20 Years of NAFTA are an Unqualified Success

Nov 16, 2012

Next month will be the twentieth anniversary of the signing of the North American Free Trade Agreement (NAFTA). Today, the United States, Canada, and Mexico are more integrated and more globally competitive, and the free trade pact has opened greater opportunities for U.S. consumers, workers, and businesses.

In San Antonio, Texas, U.S. Chamber President and CEO Tom Donohue looked back at 20 years of NAFTA success. “NAFTA propelled an explosion in trade, jobs, and growth and enhanced the competitiveness of all three countries,” he said.

A U.S. Chamber report, NAFTA Triumphant backs that up:

  • U.S. trade with Canada and Mexico has more than tripled to $1.2 trillion in 2011.
  • Trade with Canada and Mexico supports 14 million jobs and 5 million net jobs are the result of increased trade from NAFTA.
  • More than 800,000 manufacturing jobs were added in the first four years after NAFTA entered into force.
  • In 2011, Canada and Mexico purchased $428 billion in U.S. manufactured goods, and service exports to both countries have tripled.
  • Canada and Mexico are the top two exports markets for U.S. small and medium-sized businesses.

Looking ahead, Donohue urged the three NAFTA members “to advance the integration of our markets to further rationalize our supply chains, increase efficiency, and better position North America in the global economy” through regulatory cooperation, border, and immigration reforms.

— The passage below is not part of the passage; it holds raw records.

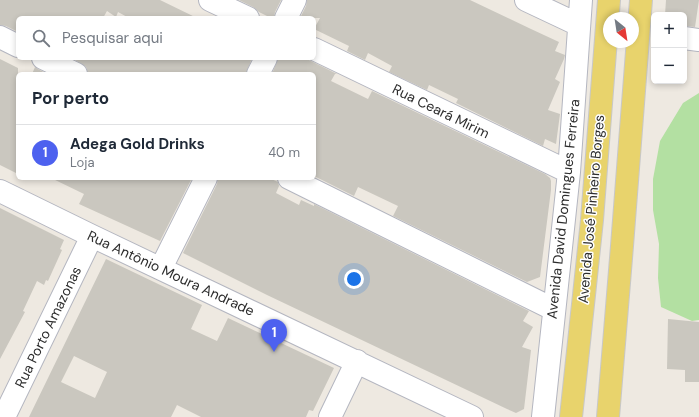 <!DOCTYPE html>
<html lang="pt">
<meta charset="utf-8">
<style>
:root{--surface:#fff;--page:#f2f2f3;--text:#1f2937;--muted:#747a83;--line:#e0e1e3;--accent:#4d61ef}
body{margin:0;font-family:"DM Sans",sans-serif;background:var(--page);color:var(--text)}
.controls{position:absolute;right:12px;top:12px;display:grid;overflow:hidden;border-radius:6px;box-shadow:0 2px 6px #0003}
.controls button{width:36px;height:36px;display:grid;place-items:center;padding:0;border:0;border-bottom:1px solid var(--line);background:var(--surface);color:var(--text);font:20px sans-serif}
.compass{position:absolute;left:603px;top:12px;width:36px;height:36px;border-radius:50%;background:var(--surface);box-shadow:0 2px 6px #0003;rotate:150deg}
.you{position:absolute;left:354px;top:279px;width:14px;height:14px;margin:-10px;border:3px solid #fff;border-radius:50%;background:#1a73e8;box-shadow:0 0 0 6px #1a73e833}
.badge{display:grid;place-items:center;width:26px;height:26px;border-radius:50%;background:var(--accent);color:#fff;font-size:13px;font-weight:700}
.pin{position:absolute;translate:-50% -33px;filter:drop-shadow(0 1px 2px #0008)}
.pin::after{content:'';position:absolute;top:21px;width:14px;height:12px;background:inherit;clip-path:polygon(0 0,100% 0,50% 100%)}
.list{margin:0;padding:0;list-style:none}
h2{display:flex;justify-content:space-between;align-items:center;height:52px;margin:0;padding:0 16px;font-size:17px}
h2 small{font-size:13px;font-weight:400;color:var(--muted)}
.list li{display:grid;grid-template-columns:26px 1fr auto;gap:12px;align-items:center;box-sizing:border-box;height:56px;padding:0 16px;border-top:1px solid var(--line)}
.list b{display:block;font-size:15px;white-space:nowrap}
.list p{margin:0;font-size:13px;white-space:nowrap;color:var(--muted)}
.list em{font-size:13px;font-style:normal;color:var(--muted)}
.icon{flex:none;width:22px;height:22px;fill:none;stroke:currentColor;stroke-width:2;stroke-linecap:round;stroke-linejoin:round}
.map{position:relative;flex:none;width:699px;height:417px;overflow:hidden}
.search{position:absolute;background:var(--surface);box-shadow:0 2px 6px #0003;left:16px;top:16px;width:300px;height:44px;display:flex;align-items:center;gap:10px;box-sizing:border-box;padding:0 14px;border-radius:6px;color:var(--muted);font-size:15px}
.panel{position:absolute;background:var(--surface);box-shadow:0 2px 6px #0003;left:16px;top:72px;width:300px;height:108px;border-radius:6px}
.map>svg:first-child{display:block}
.green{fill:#b3e0a2}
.building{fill:#cac7bf;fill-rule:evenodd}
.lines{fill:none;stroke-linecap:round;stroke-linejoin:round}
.minor-casing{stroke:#b4b6c0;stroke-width:24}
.major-casing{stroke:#c8c8c8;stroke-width:24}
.minor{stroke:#fff;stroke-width:22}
.major{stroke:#e8d36c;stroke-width:22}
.labels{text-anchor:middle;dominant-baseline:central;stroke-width:3;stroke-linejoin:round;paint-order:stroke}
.street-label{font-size:14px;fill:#2d2d2d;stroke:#fff}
</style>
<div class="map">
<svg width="699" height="417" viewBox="0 0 699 417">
<rect width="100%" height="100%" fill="#eee9e1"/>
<path class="green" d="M 699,93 L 699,320 L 692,321 L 661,307 L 658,278 L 659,244 L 653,210 L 653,179 L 660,141 L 683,103 Z"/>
<path class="building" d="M 0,0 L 160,0 L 197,18 L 129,18 L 118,12 L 116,17 L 107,11 L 103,18 L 18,18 L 18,32 L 6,26 L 0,25 Z
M 239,0 L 281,0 L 275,12 L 274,18 L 271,18 L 259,12 L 253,7 Z
M 307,0 L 470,0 L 531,29 L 559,42 L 555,51 L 565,55 L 564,59 L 555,79 L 560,82 L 548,110 L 560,114 L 556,144 L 545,139 L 543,146 L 456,103 L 458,99 L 429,85 L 427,90 L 389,72 L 392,66 L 368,53 L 365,60 L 347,51 L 349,46 L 314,29 L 320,18 L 300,18 L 306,6 Z
M 666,0 L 699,0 L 695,27 L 684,26 L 684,15 L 665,15 Z
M 72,58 L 252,58 L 246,74 L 88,74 L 86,67 Z
M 278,58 L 305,58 L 337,74 L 335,74 L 331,81 L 368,99 L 372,91 L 545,174 L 550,178 L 551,181 L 551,190 L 540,277 L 527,282 L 393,216 L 398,206 L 358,187 L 354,196 L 314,176 L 314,74 L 272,74 Z
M 0,59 L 18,68 L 18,174 L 0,165 Z
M 35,67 L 38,69 L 47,74 L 32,74 Z
M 51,178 L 192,178 L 160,241 L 79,204 L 84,194 Z
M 218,178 L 269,178 L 278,182 L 279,186 L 276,193 L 299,205 L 301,200 L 314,206 L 314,204 L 529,311 L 523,321 L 533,327 L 522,347 L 531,350 L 524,409 L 516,413 L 507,409 L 267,295 L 183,253 L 217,184 Z
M 0,208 L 64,240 L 60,249 L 62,250 L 48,281 L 46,280 L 44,285 L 37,281 L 23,311 L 25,312 L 0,359 Z
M 106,259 L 202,305 L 191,329 L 217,341 L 228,318 L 334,368 L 313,411 L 309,410 L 306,417 L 201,417 L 177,405 L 171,417 L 29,417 ZM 74,356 L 107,372 L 95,398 L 61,382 Z
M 668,319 L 699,322 L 699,382 L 685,382 L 685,370 L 667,369 Z"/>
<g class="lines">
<g class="minor-casing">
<path id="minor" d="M 210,0 L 248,18
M 526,0 L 579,25
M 286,18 L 295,0
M 0,37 L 18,46
M 684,38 L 699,40
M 314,49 L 569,172
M 43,58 L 76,74
M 258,74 L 266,58
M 289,178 L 553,309
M 0,191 L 92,236 L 472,417
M 161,268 L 206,178
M 4,417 L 92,236
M 330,417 L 357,361
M 543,417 L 569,172 L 581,0"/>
</g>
<g class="major-casing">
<path id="major" d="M 571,417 L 592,220 L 609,0
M 608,417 L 622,246 L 641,0"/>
</g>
<use href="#minor" class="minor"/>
<use href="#major" class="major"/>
</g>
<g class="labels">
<g class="street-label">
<text transform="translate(441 111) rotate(26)">Rua Ceará Mirim</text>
<text transform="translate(563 209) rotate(-84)">Avenida David Domingues Ferreira</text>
<text transform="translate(591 209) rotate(-85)">Avenida José Pinheiro Borges</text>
<text transform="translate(171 273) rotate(25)">Rua Antônio Moura Andrade</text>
<text transform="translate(48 327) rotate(-64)">Rua Porto Amazonas</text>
</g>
</g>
</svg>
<div class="controls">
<button>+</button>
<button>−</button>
</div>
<svg class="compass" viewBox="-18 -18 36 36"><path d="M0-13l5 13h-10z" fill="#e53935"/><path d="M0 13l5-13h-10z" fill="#747a83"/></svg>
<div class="you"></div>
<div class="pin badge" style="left:274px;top:352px">1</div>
<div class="search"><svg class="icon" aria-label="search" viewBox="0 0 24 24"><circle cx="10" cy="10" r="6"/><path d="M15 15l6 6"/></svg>Pesquisar aqui</div>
<section class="panel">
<h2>Por perto<small></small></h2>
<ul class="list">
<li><span class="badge">1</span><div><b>Adega Gold Drinks</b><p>Loja</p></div><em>40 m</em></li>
</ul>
</section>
</div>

Also, all three countries look to increase trade opportunities beyond North America by working to craft a high-quality Trans-Pacific Partnership agreement with a number of Pacific Rim nations. “It would be a tremendous boost to our economies at a time when we badly need it,” said Donohue.

The lesson of NAFTA is that trade is good for jobs, economic growth, and higher living standards. A good way to celebrate is to continue promoting the benefits of trade.